El libro desprende un olor a polilla desagradable. Cada tiempo tiene sus más y sus menos. Habría que saber lo que decían los hombres de la edad que ahora tiene el autor sobre un tren con tantas ínfulas, en 1887 o después. Según creo, la revolución industrial pasaba una factura muy dura a gran parte de la población. ¿Qué diría de un tren del lujo y la ostentación? Valoro positivamente las anécdotas y los datos, lo que menos aprecio son las valoraciones moralistas de brocha gorda y ancladas en el pasado del autor, ciegas a lo que no es capaz de entender aunque esté siempre delante.
"El lujo es para mí, la conservación del arte y de la historia. Y todo lo que no tiene espíritu me parece de mal gusto". Yo diría que este hombre confunde el lujo con el espíritu.
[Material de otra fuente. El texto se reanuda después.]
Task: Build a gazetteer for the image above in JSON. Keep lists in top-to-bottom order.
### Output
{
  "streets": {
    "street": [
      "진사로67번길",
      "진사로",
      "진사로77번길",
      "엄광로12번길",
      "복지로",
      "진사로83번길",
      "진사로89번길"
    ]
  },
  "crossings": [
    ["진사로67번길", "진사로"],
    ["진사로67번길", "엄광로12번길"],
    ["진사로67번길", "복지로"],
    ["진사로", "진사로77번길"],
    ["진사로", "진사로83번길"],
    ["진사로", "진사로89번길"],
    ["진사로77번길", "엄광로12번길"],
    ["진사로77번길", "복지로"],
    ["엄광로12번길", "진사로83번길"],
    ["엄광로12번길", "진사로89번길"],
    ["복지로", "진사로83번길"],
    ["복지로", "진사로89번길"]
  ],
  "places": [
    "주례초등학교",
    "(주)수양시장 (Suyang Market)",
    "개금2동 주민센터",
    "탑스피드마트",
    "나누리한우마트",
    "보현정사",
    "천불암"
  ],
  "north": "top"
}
En definitiva, un autor encantado de haberse conocido a través del Orient-Express. Como dice al final, no todo lo que uno sabe lo ha tenido que ver obligatoriamente, afirmación clave para la segunda parte del libro. Esta más interesado en la belleza que en la verdad. Una experiencia muy alejada de mis intereses en general, por lo que de este libro, al final, se me olvidará lo leído en seguida.